[TASK GOAL]: Leaving out any pictures, print the entries that follow exactly as they stand.
◇ ◇ ◇ ◇ ◇
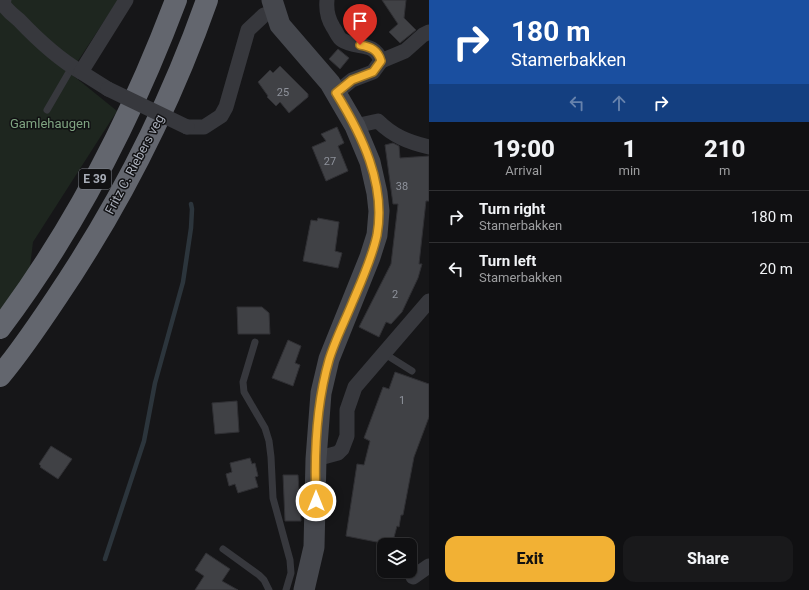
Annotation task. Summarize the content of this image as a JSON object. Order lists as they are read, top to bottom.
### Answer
{
  "streets": {
    "highway": ["Fritz C. Riebers veg", "E 39"]
  },
  "parks": ["Gamlehaugen"],
  "house_numbers": [
    "25",
    "27",
    "38",
    "2",
    "1"
  ],
  "page": {
    "turn": ["180 m", "Stamerbakken"],
    "eta": [
      "19:00",
      "Arrival",
      "1",
      "min",
      "210",
      "m"
    ],
    "list": [
      {
        "name": "Turn right",
        "note": "Stamerbakken",
        "value": "180 m"
      },
      {
        "name": "Turn left",
        "note": "Stamerbakken",
        "value": "20 m"
      }
    ],
    "buttons": ["Exit", "Share"]
  }
}
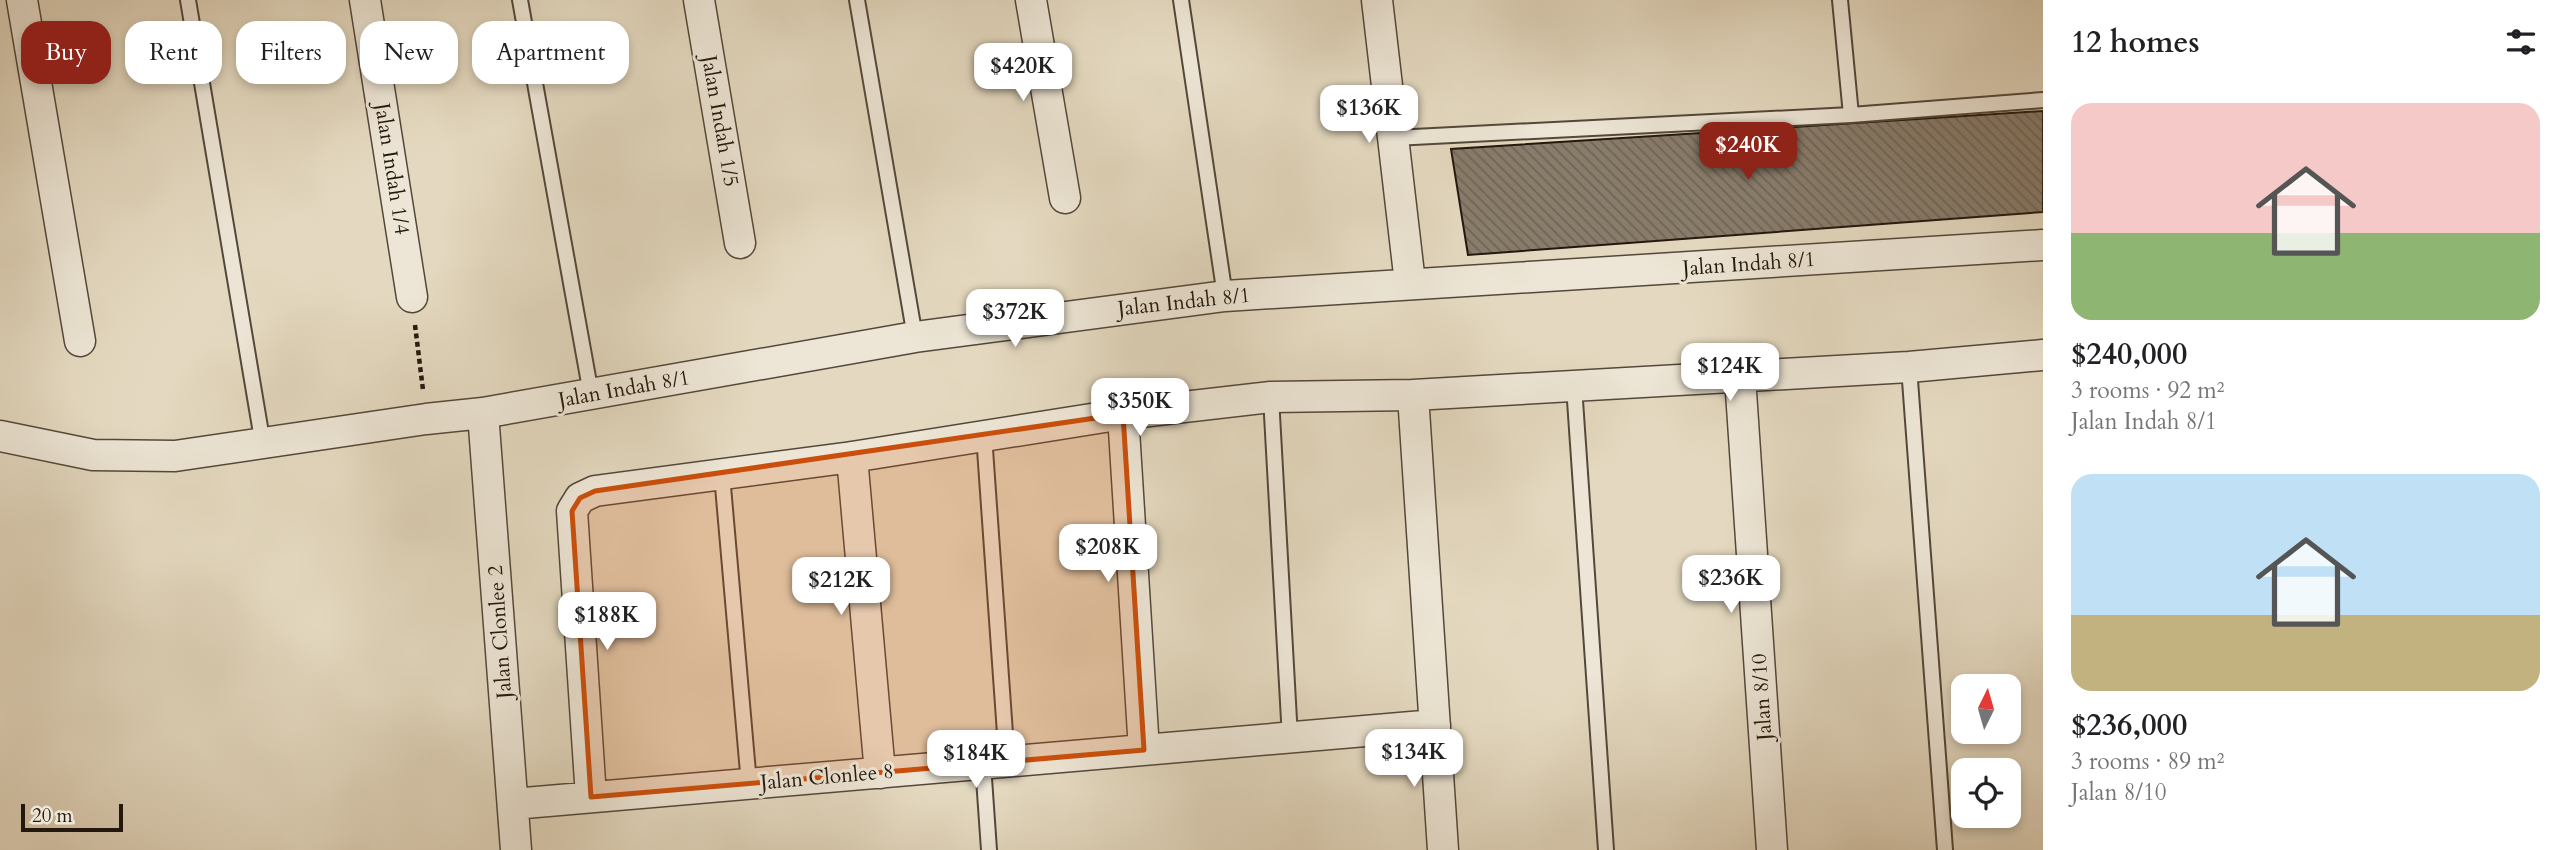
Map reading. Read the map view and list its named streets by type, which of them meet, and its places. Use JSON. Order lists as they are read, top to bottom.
{
  "streets": {
    "street": [
      "Jalan Indah 1/5",
      "Jalan Indah 1/4",
      "Jalan Indah 8/1",
      "Jalan Clonlee 2",
      "Jalan 8/10",
      "Jalan Clonlee 8"
    ]
  },
  "crossings": [
    ["Jalan Indah 8/1", "Jalan Clonlee 2"],
    ["Jalan Clonlee 2", "Jalan Clonlee 8"]
  ],
  "scale_bar": "20 m",
  "north": "top",
  "page": {
    "heading": "12 homes",
    "chip": [
      "Buy",
      "Rent",
      "Filters",
      "New",
      "Apartment"
    ],
    "price": [
      "$420K",
      "$136K",
      "$240K",
      "$372K",
      "$124K",
      "$350K",
      "$208K",
      "$236K",
      "$212K",
      "$188K",
      "$134K",
      "$184K"
    ],
    "list": [
      {
        "name": "$240,000",
        "note": "3 rooms · 92 m² · Jalan Indah 8/1"
      },
      {
        "name": "$236,000",
        "note": "3 rooms · 89 m² · Jalan 8/10"
      }
    ],
    "scale": "20 m"
  }
}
◇ ◇ ◇ ◇ ◇
[ANSWER TO THE PROBLEM]:
Annotation task. Summarize the content of this image as a JSON object. Order lists as they are read, top to bottom.
### Answer
{
  "streets": {
    "highway": ["Fritz C. Riebers veg", "E 39"]
  },
  "parks": ["Gamlehaugen"],
  "house_numbers": [
    "25",
    "27",
    "38",
    "2",
    "1"
  ],
  "page": {
    "turn": ["180 m", "Stamerbakken"],
    "eta": [
      "19:00",
      "Arrival",
      "1",
      "min",
      "210",
      "m"
    ],
    "list": [
      {
        "name": "Turn right",
        "note": "Stamerbakken",
        "value": "180 m"
      },
      {
        "name": "Turn left",
        "note": "Stamerbakken",
        "value": "20 m"
      }
    ],
    "buttons": ["Exit", "Share"]
  }
}
Map reading. Read the map view and list its named streets by type, which of them meet, and its places. Use JSON. Order lists as they are read, top to bottom.
{
  "streets": {
    "street": [
      "Jalan Indah 1/5",
      "Jalan Indah 1/4",
      "Jalan Indah 8/1",
      "Jalan Clonlee 2",
      "Jalan 8/10",
      "Jalan Clonlee 8"
    ]
  },
  "crossings": [
    ["Jalan Indah 8/1", "Jalan Clonlee 2"],
    ["Jalan Clonlee 2", "Jalan Clonlee 8"]
  ],
  "scale_bar": "20 m",
  "north": "top",
  "page": {
    "heading": "12 homes",
    "chip": [
      "Buy",
      "Rent",
      "Filters",
      "New",
      "Apartment"
    ],
    "price": [
      "$420K",
      "$136K",
      "$240K",
      "$372K",
      "$124K",
      "$350K",
      "$208K",
      "$236K",
      "$212K",
      "$188K",
      "$134K",
      "$184K"
    ],
    "list": [
      {
        "name": "$240,000",
        "note": "3 rooms · 92 m² · Jalan Indah 8/1"
      },
      {
        "name": "$236,000",
        "note": "3 rooms · 89 m² · Jalan 8/10"
      }
    ],
    "scale": "20 m"
  }
}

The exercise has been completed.